Stored items:

┏━━

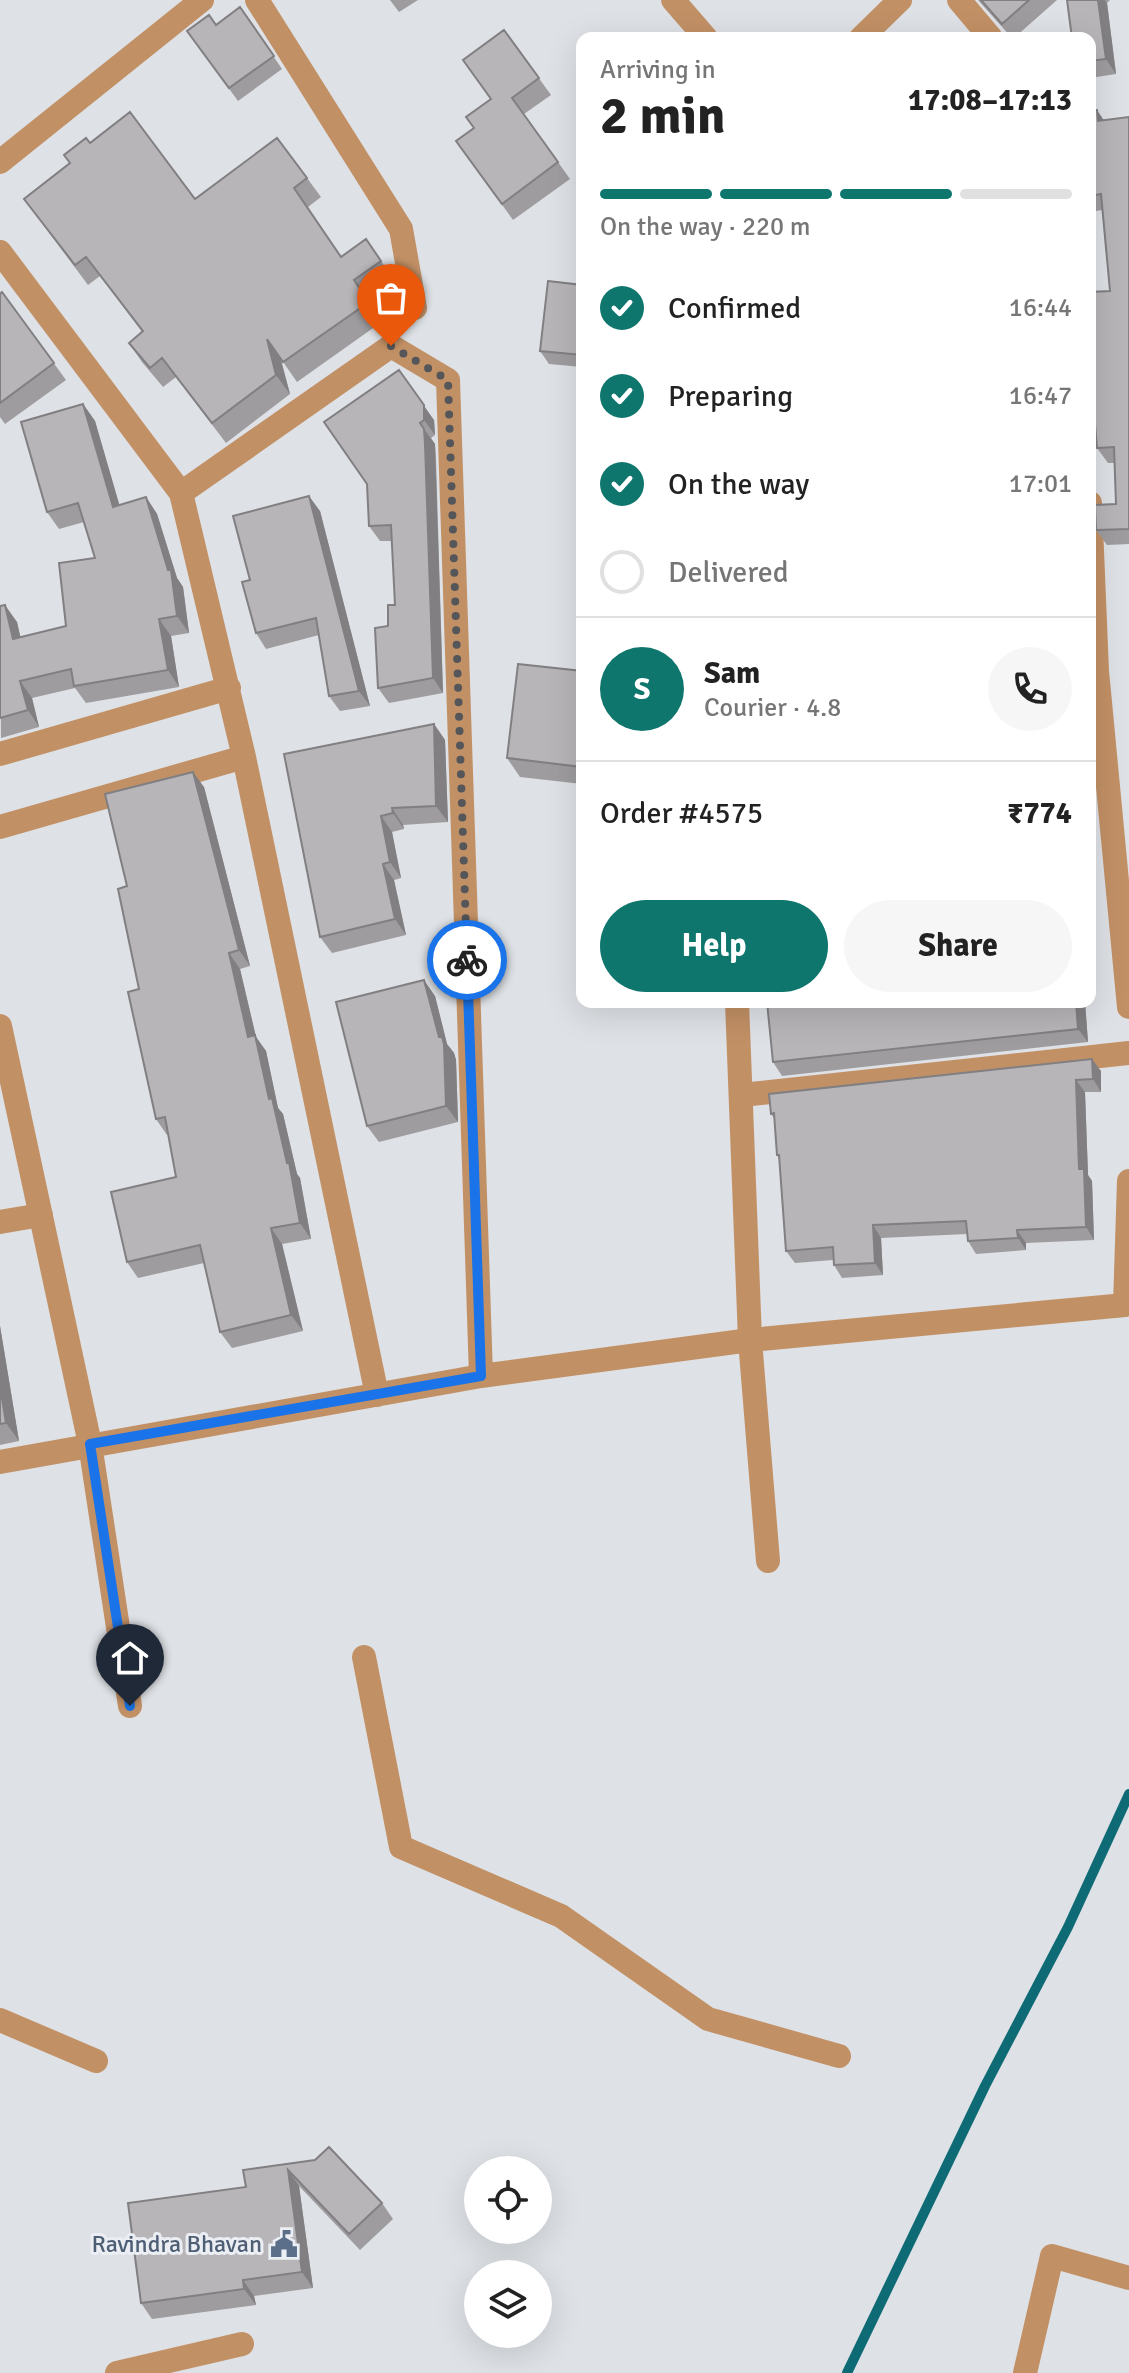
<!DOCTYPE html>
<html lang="en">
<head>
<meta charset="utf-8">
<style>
  body { margin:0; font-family:Signika,sans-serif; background:#f6f6f6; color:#222; height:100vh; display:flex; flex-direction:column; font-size:30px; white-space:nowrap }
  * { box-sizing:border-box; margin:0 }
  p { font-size:26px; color:#767676 }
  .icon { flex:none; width:44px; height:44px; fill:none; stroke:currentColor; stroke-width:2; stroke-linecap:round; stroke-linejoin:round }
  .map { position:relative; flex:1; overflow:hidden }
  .side { position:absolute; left:576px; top:32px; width:520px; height:976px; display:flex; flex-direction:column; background:#fff; border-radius:16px; box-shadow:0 8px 32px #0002 }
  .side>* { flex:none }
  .controls { position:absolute; left:464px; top:2156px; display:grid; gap:16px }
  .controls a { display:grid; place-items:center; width:88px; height:88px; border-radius:50%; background:#fff; box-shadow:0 8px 32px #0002; font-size:40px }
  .pin { position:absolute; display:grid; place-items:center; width:68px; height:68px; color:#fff; margin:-82px -34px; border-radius:50% 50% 50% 0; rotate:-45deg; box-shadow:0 0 8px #0007 }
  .pin .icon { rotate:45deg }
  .courier { position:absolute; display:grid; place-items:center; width:80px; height:80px; margin:-40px; border:6px solid #1a73e8; border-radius:50%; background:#fff; color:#222; box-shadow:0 2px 10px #0007 }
  .head em { font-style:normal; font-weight:700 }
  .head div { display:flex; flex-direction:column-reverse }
  .head { display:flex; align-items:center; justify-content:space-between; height:136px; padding:0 24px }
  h1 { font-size:52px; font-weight:700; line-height:60px }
  .bar { display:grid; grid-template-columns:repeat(4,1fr); gap:12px 8px; align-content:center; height:96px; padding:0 24px }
  .bar i { height:10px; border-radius:6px; background:#e0e0e0 }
  .bar .active { background:#0f766e }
  .bar p { grid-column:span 4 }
  .line { display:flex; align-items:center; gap:20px; padding:0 24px; border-top:2px solid #e0e0e0 }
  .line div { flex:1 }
  .round { display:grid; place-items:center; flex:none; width:84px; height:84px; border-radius:42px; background:#f6f6f6 }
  ol { padding:0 24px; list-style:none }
  li { display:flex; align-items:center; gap:24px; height:88px }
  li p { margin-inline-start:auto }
  li .icon { padding:8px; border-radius:50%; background:#0f766e; color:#fff; stroke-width:4 }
  li:last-child { color:#767676 }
  li i { width:44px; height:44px; border:4px solid #e0e0e0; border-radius:50% }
  .primary-button { display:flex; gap:16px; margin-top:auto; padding:16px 24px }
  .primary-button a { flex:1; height:92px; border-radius:48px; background:#0f766e; color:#fff; font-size:32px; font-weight:700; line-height:92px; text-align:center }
  .primary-button a+a { background:#f6f6f6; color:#222 }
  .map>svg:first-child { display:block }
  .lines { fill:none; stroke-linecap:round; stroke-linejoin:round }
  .stream { stroke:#0e6b75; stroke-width:10 }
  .street { stroke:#c29065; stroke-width:24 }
  .wall { fill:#9e9c9f }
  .shaded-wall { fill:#817f82 }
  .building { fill:#b8b5b9; stroke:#817f82; stroke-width:2 }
  .done { stroke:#545659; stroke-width:8; stroke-dasharray:0 14.4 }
  .route { stroke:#1a73e8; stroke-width:10 }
  .labels { text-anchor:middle; stroke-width:6; stroke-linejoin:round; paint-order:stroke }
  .service-label { font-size:24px; fill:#4e5e75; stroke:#ebeef2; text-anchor:end }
</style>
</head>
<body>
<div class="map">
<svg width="1129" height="2373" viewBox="0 0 1129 2373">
  <rect width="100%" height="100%" fill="#dee1e5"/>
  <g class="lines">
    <path class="stream" d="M 847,2373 L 985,2086 L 1068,1927 L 1129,1794"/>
    <path class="street" d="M 257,0 L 401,229 L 415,308
      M 673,0 L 706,38
      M 959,0 L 991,38
      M 861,38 L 900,0
      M 0,162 L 202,0
      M 0,252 L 181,493 L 244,757 L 377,1395
      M 181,493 L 391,346 L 448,380 L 481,1376
      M 1090,503 L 1097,671 L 1129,1007
      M 0,754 L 229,688
      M 0,827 L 244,757
      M 737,1002 L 750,1340 L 768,1561
      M 0,1026 L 90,1444 L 130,1706
      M 742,1095 L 1129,1053
      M 0,1222 L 41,1215
      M 0,1462 L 481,1376 L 750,1340 L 1125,1305 L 1129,1181
      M 364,1657 L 401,1847 L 561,1916 L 708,2019 L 839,2056
      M 0,2020 L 96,2061
      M 117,2373 L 242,2344
      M 1025,2373 L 1052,2256 L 1129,2278"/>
  </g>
  <path class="wall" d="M 390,0 L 418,0 L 399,12 Z
    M 978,0 L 1057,0 L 1014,38 L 1012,38 Z
    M 1067,0 L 1110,0 L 1107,3 L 1116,74 L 1090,78 L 1090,38 Z
    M 240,7 L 282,69 L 238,101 L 187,31 L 216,25 Z
    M 504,30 L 551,95 L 524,114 L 570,179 L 513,220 L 456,141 L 474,128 L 491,99 Z
    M 1090,110 L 1104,120 L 1129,117 L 1129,544 L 1107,545 L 1096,530 L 1116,504 L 1114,463 L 1108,463 L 1097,448 L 1092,379 L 1090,379 L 1090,292 L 1110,291 L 1102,210 L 1090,212 Z
    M 90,143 L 195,199 L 307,178 L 321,197 L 308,207 L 341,257 L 366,239 L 394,280 L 367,299 L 383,321 L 297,382 L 281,359 L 290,394 L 226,443 L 176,377 L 163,387 L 142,362 L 129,343 L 142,332 L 100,276 L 88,285 L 24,199 L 70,164 Z
    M 582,285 L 582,367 L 549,364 L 540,351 Z
    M 2,292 L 66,380 L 5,424 L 0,417 L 0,294 Z
    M 83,404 L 95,421 L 119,505 L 146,497 L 157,514 L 177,578 L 183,587 L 189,633 L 171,636 L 179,687 L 86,703 L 75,688 L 32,698 L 39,727 L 1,738 L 0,606 L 17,622 L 20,638 L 66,626 L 95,558 L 84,522 L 59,529 L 47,512 Z
    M 434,420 L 435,435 L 431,438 L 435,444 L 436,459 L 443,693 L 389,703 L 378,688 L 388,626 L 395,605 L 392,541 L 380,541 L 369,526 L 367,484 L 324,422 Z
    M 320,511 L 370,706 L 340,711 L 329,696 L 319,635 L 266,649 L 256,633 L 250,580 Z
    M 582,671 L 582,784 L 520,777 L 507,758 Z
    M 434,724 L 445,740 L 448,822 L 403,825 L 404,829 L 392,832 L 401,878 L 394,880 L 406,935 L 332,953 L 320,937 L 284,754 Z
    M 204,787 L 250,966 L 240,969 L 256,1037 L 266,1051 L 278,1108 L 283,1114 L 297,1174 L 300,1178 L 311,1239 L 282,1244 L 303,1331 L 232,1348 L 220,1332 L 204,1263 L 138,1278 L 127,1262 L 176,1177 L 169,1134 L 167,1135 L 156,1119 L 139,989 Z
    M 1090,918 L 1091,920 L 1096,978 L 1090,979 Z
    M 435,996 L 447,1044 L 454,1053 L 456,1060 L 458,1122 L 379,1142 L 367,1126 Z
    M 767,1002 L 1085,1002 L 1088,1042 L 782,1076 L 773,1062 Z
    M 1101,1071 L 1101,1092 L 1085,1092 L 1088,1175 L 1092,1181 L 1094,1240 L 1026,1243 L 1026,1250 L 976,1254 L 968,1241 L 967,1234 L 881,1238 L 883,1275 L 842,1278 L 834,1265 L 833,1260 L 795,1263 L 786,1251 L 779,1159 L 777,1155 L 774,1118 L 771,1114 Z
    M 0,1326 L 19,1441 L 0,1445 Z
    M 315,2160 L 382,2203 L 393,2219 L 360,2250 L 299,2186 L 313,2288 L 254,2296 L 256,2305 L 152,2319 L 141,2303 L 246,2187 Z"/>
  <path class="shaded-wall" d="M 1098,0 L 1105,0 L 1107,3 L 1116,74 L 1106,59 Z
    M 1097,110 L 1107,125 L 1098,121 Z
    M 267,339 L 280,358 L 290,394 L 276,375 Z
    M 399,370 L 434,420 L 435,435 L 424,420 Z
    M 83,404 L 95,421 L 125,524 L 113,507 Z
    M 424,429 L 435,444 L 443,693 L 433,678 Z
    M 309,496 L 320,511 L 370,706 L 359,691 Z
    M 146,497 L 157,514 L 177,578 L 183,587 L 189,633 L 177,616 L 168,570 Z
    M 5,605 L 17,622 L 25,656 L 13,639 Z
    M 159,619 L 171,636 L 179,687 L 168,670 Z
    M 20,681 L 32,698 L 39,727 L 28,710 Z
    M 434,724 L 445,740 L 448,822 L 436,806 Z
    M 193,772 L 204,787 L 250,966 L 239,950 Z
    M 392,808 L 403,825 L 404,829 L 393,813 Z
    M 381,816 L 392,832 L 401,878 L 390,862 Z
    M 383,864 L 394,880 L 406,935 L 395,919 Z
    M 1090,918 L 1091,920 L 1096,978 L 1090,970 Z
    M 229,953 L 240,969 L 256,1037 L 266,1051 L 278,1108 L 283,1114 L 297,1174 L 300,1178 L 311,1239 L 300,1223 L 287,1163 L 269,1099 L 248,1037 Z
    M 424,980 L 435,996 L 447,1044 L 454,1053 L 456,1060 L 458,1122 L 446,1106 L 439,1037 Z
    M 1076,1002 L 1085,1002 L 1088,1042 L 1078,1029 Z
    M 1092,1059 L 1101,1071 L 1101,1092 L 1093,1079 Z
    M 1076,1080 L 1085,1092 L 1088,1175 L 1092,1181 L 1094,1240 L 1086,1227 L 1079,1169 Z
    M 873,1225 L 881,1238 L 883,1275 L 875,1263 Z
    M 271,1228 L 282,1244 L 303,1331 L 291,1315 Z
    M 1017,1230 L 1026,1243 L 1026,1250 L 1018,1238 Z
    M 0,1326 L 19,1441 L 6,1423 L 0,1386 Z
    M 288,2170 L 299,2186 L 313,2288 L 302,2272 Z
    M 243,2280 L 254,2296 L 256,2305 L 244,2289 Z"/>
  <path class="building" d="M 981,0 L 1029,0 L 1002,24 Z
    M 1067,0 L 1098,0 L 1106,59 L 1090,61 L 1090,38 L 1072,38 Z
    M 240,7 L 274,56 L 229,88 L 187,31 L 209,15 L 216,25 Z
    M 504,30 L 539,78 L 512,98 L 558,162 L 502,204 L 456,141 L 474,128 L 466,117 L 491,99 L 463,60 Z
    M 1090,110 L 1097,110 L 1098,121 L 1129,117 L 1129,529 L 1096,530 L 1095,505 L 1116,504 L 1114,447 L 1097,448 L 1090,364 L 1090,292 L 1110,291 L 1101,194 L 1090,196 Z
    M 130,112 L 195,199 L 277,138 L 307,178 L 294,188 L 341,257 L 366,239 L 381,261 L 354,280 L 369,302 L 283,362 L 267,339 L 276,375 L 212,423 L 162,358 L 150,368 L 129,343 L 143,331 L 86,257 L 75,265 L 24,199 L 70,163 L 64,155 L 86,138 L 90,143 Z
    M 548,281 L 582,285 L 582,355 L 540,351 Z
    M 2,292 L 54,363 L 0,403 L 0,294 Z
    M 399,370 L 424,405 L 424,420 L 420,423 L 424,429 L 425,444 L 433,678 L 378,688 L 375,628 L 388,626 L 388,605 L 395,605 L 391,525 L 369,526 L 367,484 L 324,422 Z
    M 83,404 L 113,507 L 146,497 L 168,570 L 171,570 L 177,616 L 159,619 L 168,670 L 74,686 L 71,669 L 20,681 L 28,710 L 0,718 L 0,606 L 5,605 L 13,639 L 66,626 L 59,563 L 95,558 L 78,503 L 47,512 L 21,422 Z
    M 309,496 L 359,691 L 329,696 L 316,618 L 256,633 L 242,582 L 250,580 L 233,516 Z
    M 518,664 L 582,671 L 582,767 L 507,758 Z
    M 434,724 L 436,806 L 392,808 L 393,813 L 381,816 L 390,862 L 383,864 L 395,919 L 320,937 L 284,754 Z
    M 193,772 L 239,950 L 229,953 L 248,1037 L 255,1035 L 269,1099 L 272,1098 L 287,1163 L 289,1162 L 300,1223 L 271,1228 L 291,1315 L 220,1332 L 200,1245 L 127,1262 L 111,1192 L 176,1177 L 165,1117 L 156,1119 L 128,992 L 139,989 L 118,889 L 127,886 L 105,794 Z
    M 424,980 L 439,1037 L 442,1037 L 444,1044 L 446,1106 L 367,1126 L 336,1002 Z
    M 767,1002 L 1076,1002 L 1078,1029 L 773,1062 Z
    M 1092,1059 L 1093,1079 L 1076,1080 L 1079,1169 L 1084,1169 L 1086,1227 L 1017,1230 L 1018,1238 L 968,1241 L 966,1221 L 873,1225 L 875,1263 L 834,1265 L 833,1247 L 786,1251 L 779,1155 L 777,1155 L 774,1113 L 771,1114 L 769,1094 Z
    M 0,1386 L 6,1423 L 0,1424 Z
    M 329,2147 L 382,2203 L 349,2234 L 288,2170 L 302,2272 L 243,2280 L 244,2289 L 141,2303 L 128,2203 L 246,2187 L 243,2170 L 315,2160 Z"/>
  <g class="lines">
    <path class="done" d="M 391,346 L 448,380 L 467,960"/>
    <path class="route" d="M 130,1706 L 90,1444 L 481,1376 L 467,960"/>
  </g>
  <defs>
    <g id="civic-bare" transform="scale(2.16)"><path d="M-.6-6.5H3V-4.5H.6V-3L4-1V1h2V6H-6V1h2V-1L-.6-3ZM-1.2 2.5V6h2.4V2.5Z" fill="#5c6f8a" stroke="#ebeef2" stroke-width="2.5" paint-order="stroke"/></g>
  </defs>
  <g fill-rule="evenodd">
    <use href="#civic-bare" x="284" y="2244"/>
  </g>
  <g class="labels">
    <g class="service-label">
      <text x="262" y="2252">Ravindra Bhavan</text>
    </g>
  </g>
</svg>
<div class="controls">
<a><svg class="icon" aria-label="locate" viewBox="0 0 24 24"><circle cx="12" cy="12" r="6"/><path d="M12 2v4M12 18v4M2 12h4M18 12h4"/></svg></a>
<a><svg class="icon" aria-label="layers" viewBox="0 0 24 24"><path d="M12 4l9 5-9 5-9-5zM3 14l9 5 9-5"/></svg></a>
</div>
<div class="pin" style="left:391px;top:346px;background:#ea580c"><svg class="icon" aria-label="bag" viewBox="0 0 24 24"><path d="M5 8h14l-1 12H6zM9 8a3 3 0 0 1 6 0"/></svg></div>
<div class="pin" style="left:130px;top:1706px;background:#1f2937"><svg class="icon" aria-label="home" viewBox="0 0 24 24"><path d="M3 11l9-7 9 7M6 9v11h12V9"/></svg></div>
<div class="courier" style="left:467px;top:960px"><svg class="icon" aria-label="bike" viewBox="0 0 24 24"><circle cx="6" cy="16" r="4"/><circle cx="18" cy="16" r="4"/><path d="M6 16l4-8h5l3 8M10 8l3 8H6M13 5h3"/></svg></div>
<section class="side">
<div class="head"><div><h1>2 min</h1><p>Arriving in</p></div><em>17:08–17:13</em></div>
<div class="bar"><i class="active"></i><i class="active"></i><i class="active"></i><i></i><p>On the way · 220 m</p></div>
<ol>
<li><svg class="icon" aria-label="check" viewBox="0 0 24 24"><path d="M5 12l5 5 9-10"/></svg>Confirmed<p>16:44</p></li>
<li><svg class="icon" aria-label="check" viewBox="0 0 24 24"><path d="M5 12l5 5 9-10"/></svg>Preparing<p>16:47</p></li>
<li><svg class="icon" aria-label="check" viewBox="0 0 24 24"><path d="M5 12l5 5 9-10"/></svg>On the way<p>17:01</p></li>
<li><i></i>Delivered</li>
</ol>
<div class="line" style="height:144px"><b class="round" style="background:#0f766e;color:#fff">S</b><div><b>Sam</b><p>Courier · 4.8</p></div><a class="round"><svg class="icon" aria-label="phone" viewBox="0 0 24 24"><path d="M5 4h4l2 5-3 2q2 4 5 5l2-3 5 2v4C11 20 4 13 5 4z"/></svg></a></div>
<div class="line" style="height:104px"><div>Order #4575</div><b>₹774</b></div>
<div class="primary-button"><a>Help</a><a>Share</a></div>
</section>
</div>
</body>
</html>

┗━━

What is required: What you give back should be exactly the lines from the top of the data above down to and including the line with "display:flex; align-items:center; justify-content:space-between;", minus any pictures.

Answer for this exercise:
<!DOCTYPE html>
<html lang="en">
<head>
<meta charset="utf-8">
<style>
  body { margin:0; font-family:Signika,sans-serif; background:#f6f6f6; color:#222; height:100vh; display:flex; flex-direction:column; font-size:30px; white-space:nowrap }
  * { box-sizing:border-box; margin:0 }
  p { font-size:26px; color:#767676 }
  .icon { flex:none; width:44px; height:44px; fill:none; stroke:currentColor; stroke-width:2; stroke-linecap:round; stroke-linejoin:round }
  .map { position:relative; flex:1; overflow:hidden }
  .side { position:absolute; left:576px; top:32px; width:520px; height:976px; display:flex; flex-direction:column; background:#fff; border-radius:16px; box-shadow:0 8px 32px #0002 }
  .side>* { flex:none }
  .controls { position:absolute; left:464px; top:2156px; display:grid; gap:16px }
  .controls a { display:grid; place-items:center; width:88px; height:88px; border-radius:50%; background:#fff; box-shadow:0 8px 32px #0002; font-size:40px }
  .pin { position:absolute; display:grid; place-items:center; width:68px; height:68px; color:#fff; margin:-82px -34px; border-radius:50% 50% 50% 0; rotate:-45deg; box-shadow:0 0 8px #0007 }
  .pin .icon { rotate:45deg }
  .courier { position:absolute; display:grid; place-items:center; width:80px; height:80px; margin:-40px; border:6px solid #1a73e8; border-radius:50%; background:#fff; color:#222; box-shadow:0 2px 10px #0007 }
  .head em { font-style:normal; font-weight:700 }
  .head div { display:flex; flex-direction:column-reverse }
  .head { display:flex; align-items:center; justify-content:space-between; height:136px; padding:0 24px }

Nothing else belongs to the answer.